Every home has a story. But not every home has a song, much less a track on the No. 1 album in the country.
Pop megastar Taylor Swift — whose “Lover Fest” was scheduled to stop at Gillette Stadium this weekend before the coronavirus pandemic foiled those plans — released her eighth studio album last week with little fanfare or warning, nonchalantly informing the world of her new record mere hours before its release. “Folklore,” which Swift said she wrote and recorded in isolation, is more poetic than punchy pop, a stripped-down symphony of storytelling. And one of those stories is about Holiday House, Swift’s vacation home in wealthy Watch Hill, R.I. — or, more specifically, one of its former owners.

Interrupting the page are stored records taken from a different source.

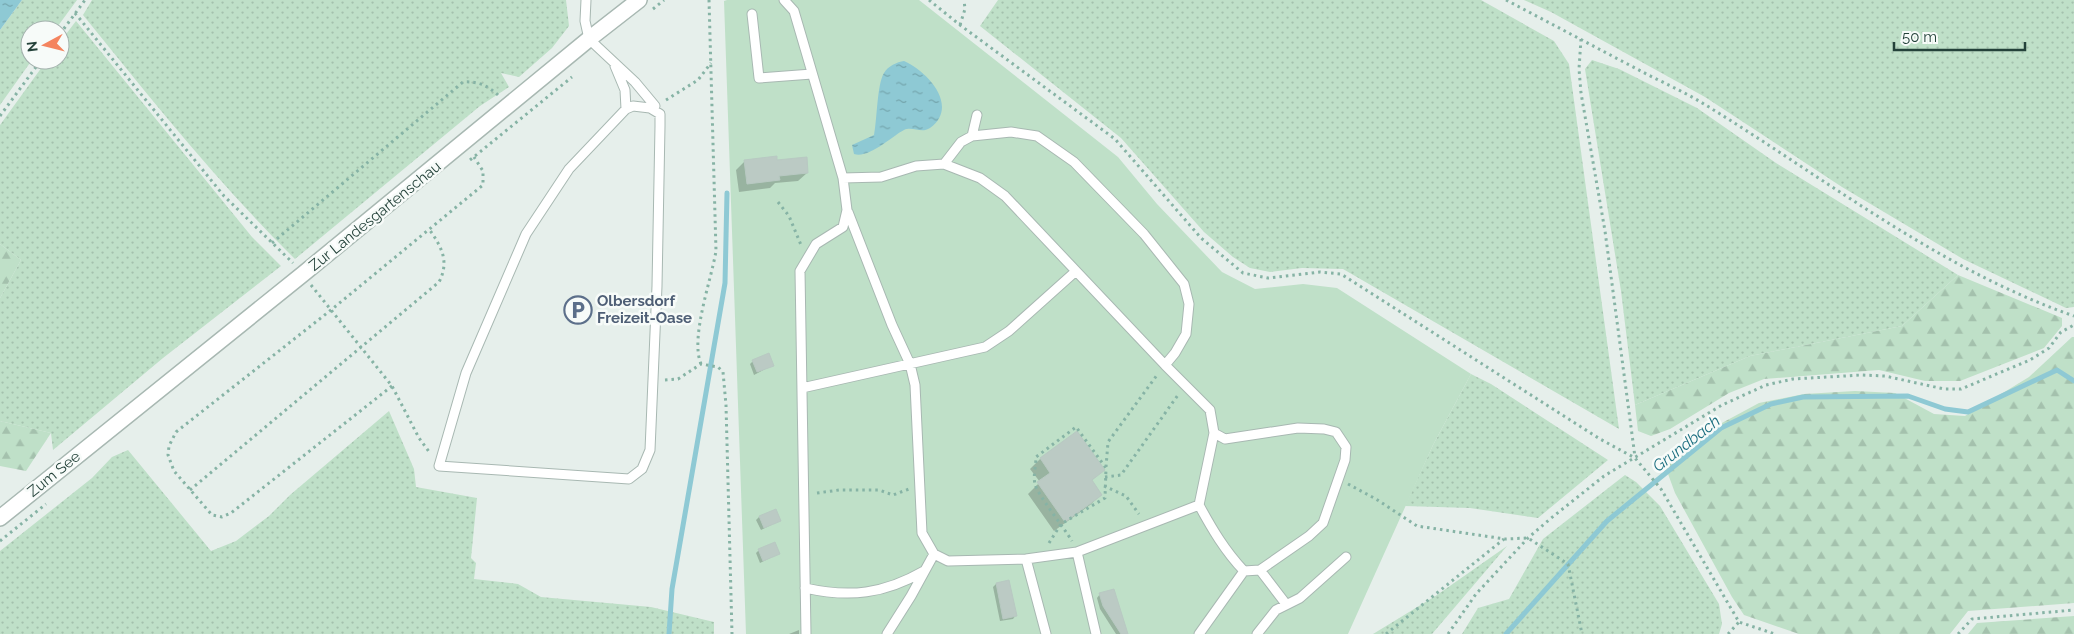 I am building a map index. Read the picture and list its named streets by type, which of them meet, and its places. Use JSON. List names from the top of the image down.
{
  "streets": {
    "street": ["Zur Landesgartenschau", "Zum See"]
  },
  "crossings": [
    ["Zur Landesgartenschau", "Zum See"]
  ],
  "water": ["Grundbach"],
  "places": {
    "parking": ["Olbersdorf Freizeit-Oase"]
  },
  "scale_bar": "50 m",
  "north": "left"
} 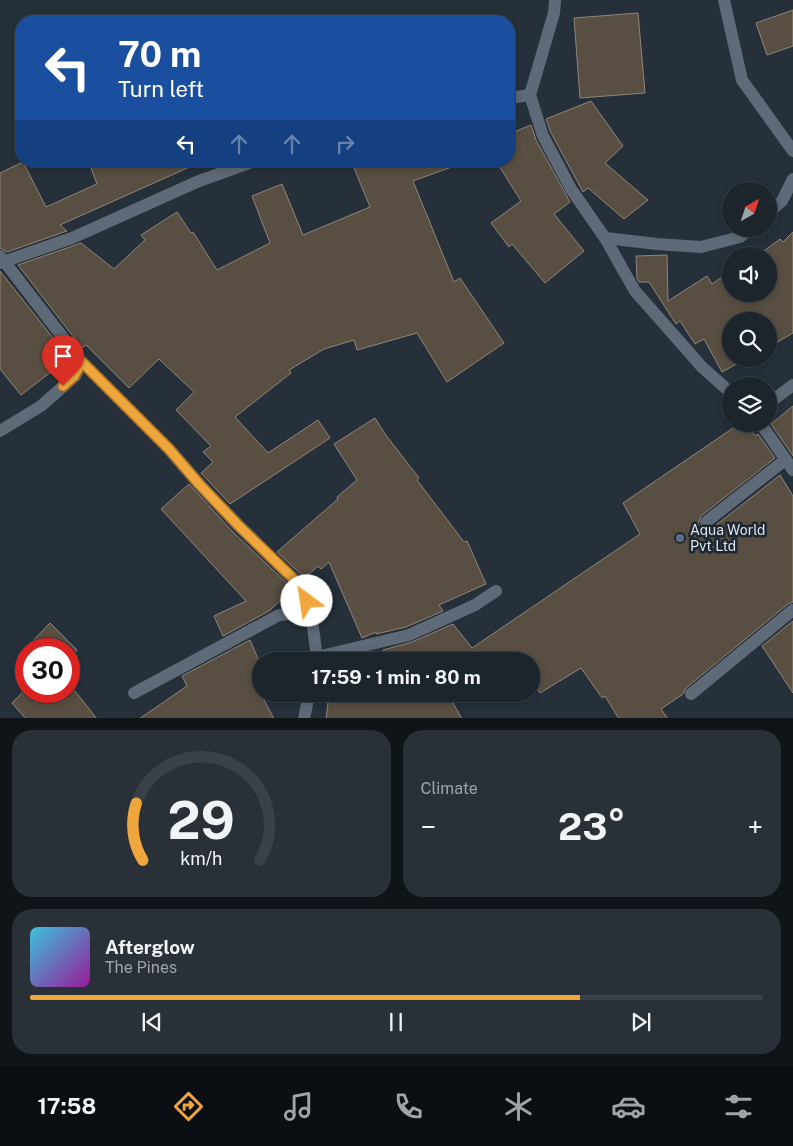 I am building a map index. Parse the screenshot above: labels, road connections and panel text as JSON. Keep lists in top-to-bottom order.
{
  "places": ["Aqua World Pvt Ltd"],
  "north": "top right",
  "page": {
    "turn": ["70 m", "Turn left"],
    "limit": "30",
    "trip": "17:59 · 1 min · 80 m",
    "tile": "Climate",
    "heat": ["−", "23°", "+"],
    "song": ["Afterglow", "The Pines"],
    "tabs": "17:58",
    "gauge": ["29", "km/h"]
  }
} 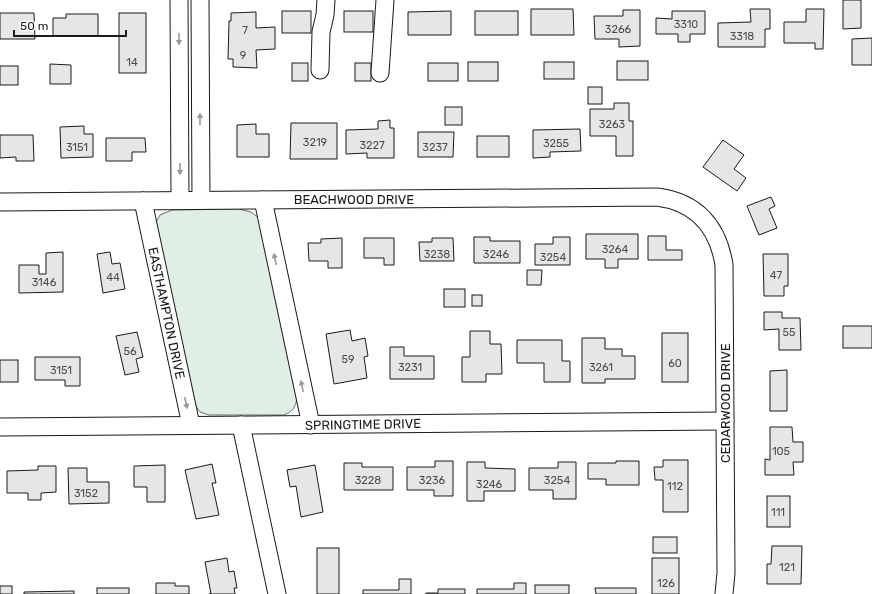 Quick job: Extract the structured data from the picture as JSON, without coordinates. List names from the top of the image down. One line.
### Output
{"streets":{"street":["BEACHWOOD DRIVE","EASTHAMPTON DRIVE","CEDARWOOD DRIVE","SPRINGTIME DRIVE"]},"crossings":[["BEACHWOOD DRIVE","EASTHAMPTON DRIVE"],["BEACHWOOD DRIVE","CEDARWOOD DRIVE"],["EASTHAMPTON DRIVE","SPRINGTIME DRIVE"],["CEDARWOOD DRIVE","SPRINGTIME DRIVE"]],"house_numbers":["3310","3266","7","3318","9","14","3263","3219","3255","3227","3151","3237","3264","3238","3246","3254","47","44","3146","55","56","59","60","3231","3261","3151","105","3228","3236","3254","3246","112","3152","111","121","126"],"scale_bar":"50 m"} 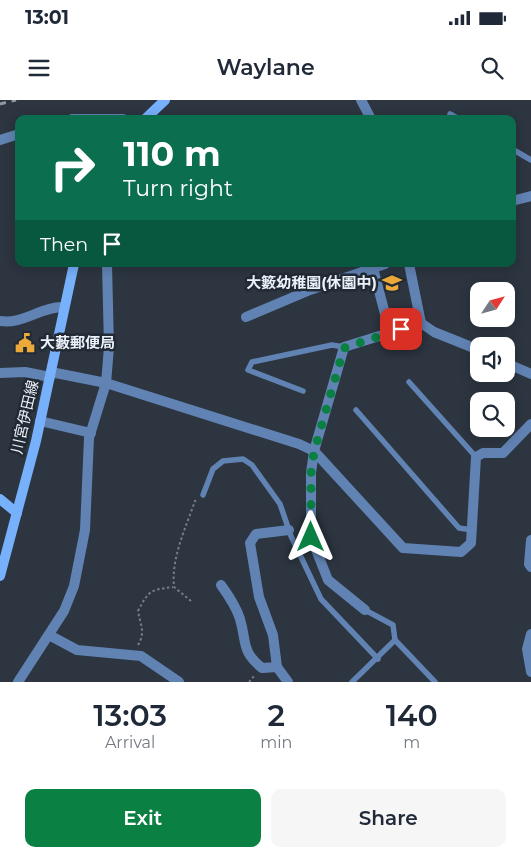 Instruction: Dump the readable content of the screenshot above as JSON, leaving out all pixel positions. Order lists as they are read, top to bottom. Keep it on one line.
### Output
{"streets":{"main road":["川宮伊田線"]},"places":{"school or university":["大籔幼稚園(休園中)"],"public building":["大藪郵便局"]},"north":"top right","page":{"status":"13:01","header":"Waylane","turn":["110 m","Turn right"],"then":"Then","eta":["13:03","Arrival","2","min","140","m"],"buttons":["Exit","Share"]}} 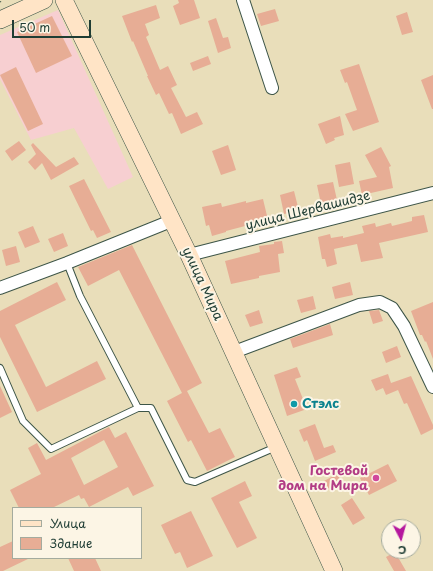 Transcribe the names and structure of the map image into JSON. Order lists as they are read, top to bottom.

“The Last Great American Dynasty” spins the tale of Rebekah Harkness, an eccentric philanthropist and wealthy widow who was rankling the Watch Hill elite from Holiday House decades before Swift purchased the home for a reported $17.75 million in cash in 2013.
With some 700 feet of private beachfront, Swift’s seven-bedroom, 11,000-square-foot mansion has since played host to a string of star-spangled summer parties over the years, with an A-list assortment of actors, models, and musicians in attendance, including Emma Stone, Blake Lively, Ryan Reynolds, Serayah, Gigi Hadid, and various Jonas brothers.
But on Harkness’s watch, it seems, the house — and the parties — were even bigger.
Born Rebekah West in St. Louis, Harkness spent her childhood summers in Watch Hill. She married William Hale Harkness, heir to the Standard Oil fortune, in 1947, and a year later, as Swift writes, “They picked out a home and called it ‘Holiday House’ / Their parties were tasteful, if a little loud / The doctor had told him to settle down / It must have been her fault his heart gave out.” William died of a heart attack in 1954, leaving the hilltop beach house to his wife.
By all accounts, Harkness was a character. In St. Louis, when she was known as Betty West, she and her debutante friends were known as the “bitch pack,” which Swift notes lyrically. She did “the kinds of things everyone else just talked about,” wrote Craig Unger in “Blue Blood,” a biography of Harkness. One time she arrived at a party by climbing to the roof and descending the chimney. She was once bounced from an ocean liner for shouting obscenities, throwing plates at the band, and swimming nude, according to a 1988 New York Times review of “Blue Blood.” An aspiring composer, she rang J. D. Salinger’s doorbell dressed as a cleaning woman, with hopes of setting the author’s writing to music. She filled fish tanks with goldfish and Scotch, and — as Swift hints at in the song — cleaned her swimming pool with champagne.
At Holiday House, Harkness was a fairly legendary party host, entertaining guests such as Howard Hughes and Salvador Dalí, according to Unger’s biography. She expanded the house, which sits on the bluff for which Watch Hill is named, until it had eight kitchens and 21 bathrooms.
Harkness used her fortune to sponsor various ballet companies and, in the 1960s, would bring the dancers to Watch Hill for the summer. In 1966, she had a blue geodesic dome installed on her lawn for the dancers to practice beneath; outraged locals sued her, citing zoning restrictions, and Harkness was forced to take it down, according to the 2005 book “Watch Hill Through Time” by the Watch Hill Conservancy. Swift captures the tension between Harkness and her neighbors in the song’s chorus, singing: “There goes the maddest woman this town has ever seen / She had a marvelous time ruining everything.”
When Harkness sold Holiday House in the 1970s, the 40-room property had swollen to such a size that it was divided into three lots, according to “Watch Hill Through Time.” The center lot, containing the house itself — now so large it had to be trimmed through partial demolition on both sides — was sold to the Wattles family, who renamed it High Watch and kept a decidedly lower profile.
As Swift sings: “Fifty years is a long time / Holiday House sat quietly on that beach / Free of women with madness, their men and bad habits / And then it was bought by me.”
Like Harkness, Swift made waves when she moved into the exclusive enclave. Her security presence reportedly irked some locals at first, and Rhode Island Gov. Gina Raimondo in 2015 floated, but eventually retracted, the idea of a “Taylor Swift tax” on second homes worth more than $1 million.
While other locals are more positive about their superstar neighbor, it appears Swift feels at least some kind of kinship to Harkness, switching to the first person in the final chorus: “Who knows, if I never showed up, what could’ve been / There goes the loudest woman this town has ever seen / I had a marvelous time ruining everything.”